DEP’s 2022 Youth Inclusion Initiative is born of a partnership with Groundwork Elizabeth, Rutgers University–Camden and Newark’s Ironbound Community Corp. to create a workforce development curriculum for people ages 17 to 24. This year’s cohort will learn and undertake work across sectors regulated by NJDEP, including water quality, air quality and public lands management. The curriculum will provide valuable information about careers in environmental protection and help participants develop the skills necessary to pursue those career paths in New Jersey.

“DEP’s Youth Inclusion Initiative is built to inform and inspire the next generation of leaders by introducing them to careers in public service where they can build lifelong connections to their environment while being compensated for their work protecting natural resources within their communities,” LaTourette said. “Programs like this help to build a pipeline of environmental professionals from diverse backgrounds who will be ready and excited to tackle the challenges of tomorrow.”

“Our hope is that this eight-week program will inspire these young adults to a career in the environmental field,” said Elizabeth Dragon, assistant commissioner for community investment and economic revitalization. “Participants will have the unique opportunity to exposure and engagement in a variety of environmental topics and careers.”

NJDEP launched the initiative as part of the New Jersey State Park Service Workforce Development Program, in which participants learn about New Jersey’s great outdoors, and work on marking and maintaining nature trails, providing assistance to visitors, helping to deliver nature programs and assisting in making improvements to park amenities. This year, NJDEP has expanded the Youth Inclusion Initiative to provide training and work opportunities in additional areas, including human resources, geographic information systems, water resources, air quality, energy and sustainability, land management, parks, forestry, wildlife, and waste management.

Participants began the summer initiative on July 5 with a week of orientation classes. They are now spending six weeks learning about different DEP programs and will wrap the eighth and final week with individual and group projects and presentations. The program closes on Aug. 26. Groundwork Elizabeth sent 12 participants to this year’s program; Rutgers University–Camden and the Ironbound Community Corp. each sent 10.

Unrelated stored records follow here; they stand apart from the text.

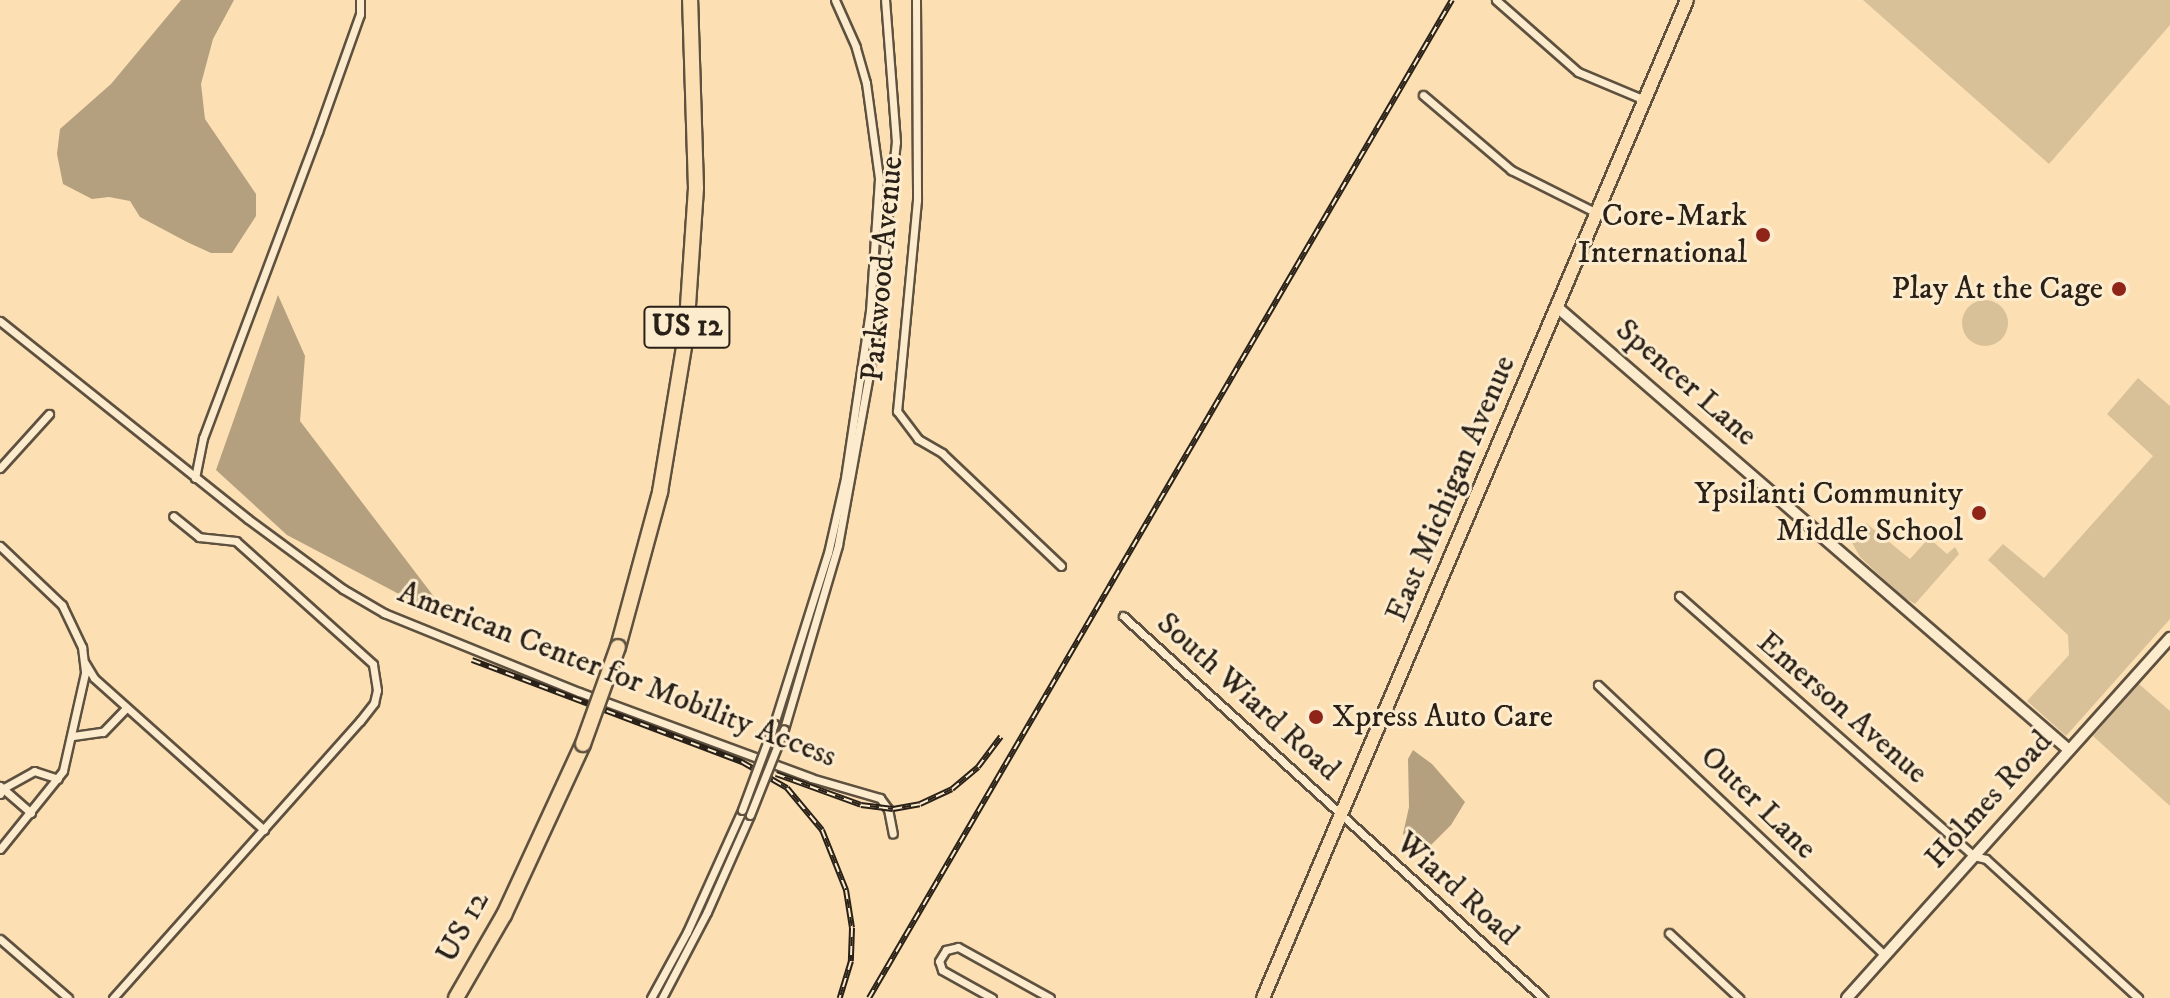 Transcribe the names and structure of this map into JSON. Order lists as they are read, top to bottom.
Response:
{
  "streets": {
    "highway": ["US 12"],
    "main road": ["East Michigan Avenue"],
    "street": [
      "Parkwood Avenue",
      "Spencer Lane",
      "American Center for Mobility Access",
      "South Wiard Road",
      "Emerson Avenue",
      "Holmes Road",
      "Outer Lane",
      "Wiard Road"
    ]
  },
  "crossings": [
    ["Spencer Lane", "East Michigan Avenue"],
    ["Spencer Lane", "Holmes Road"],
    ["East Michigan Avenue", "South Wiard Road"],
    ["East Michigan Avenue", "Wiard Road"],
    ["South Wiard Road", "Wiard Road"],
    ["Emerson Avenue", "Holmes Road"],
    ["Holmes Road", "Outer Lane"]
  ],
  "places": [
    "Core-Mark International",
    "Play At the Cage",
    "Ypsilanti Community Middle School",
    "Xpress Auto Care"
  ]
}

Groundwork Elizabeth is an outgrowth of the Groundwork program founded in England in 1979 to involve the community, public and private sectors in addressing urban community challenges. Groundwork Elizabeth does this by promoting economic and social well-being in the Elizabeth area through several community-based partnerships to empower residents, businesses, educational institutions and other organizations that work to improve quality of life.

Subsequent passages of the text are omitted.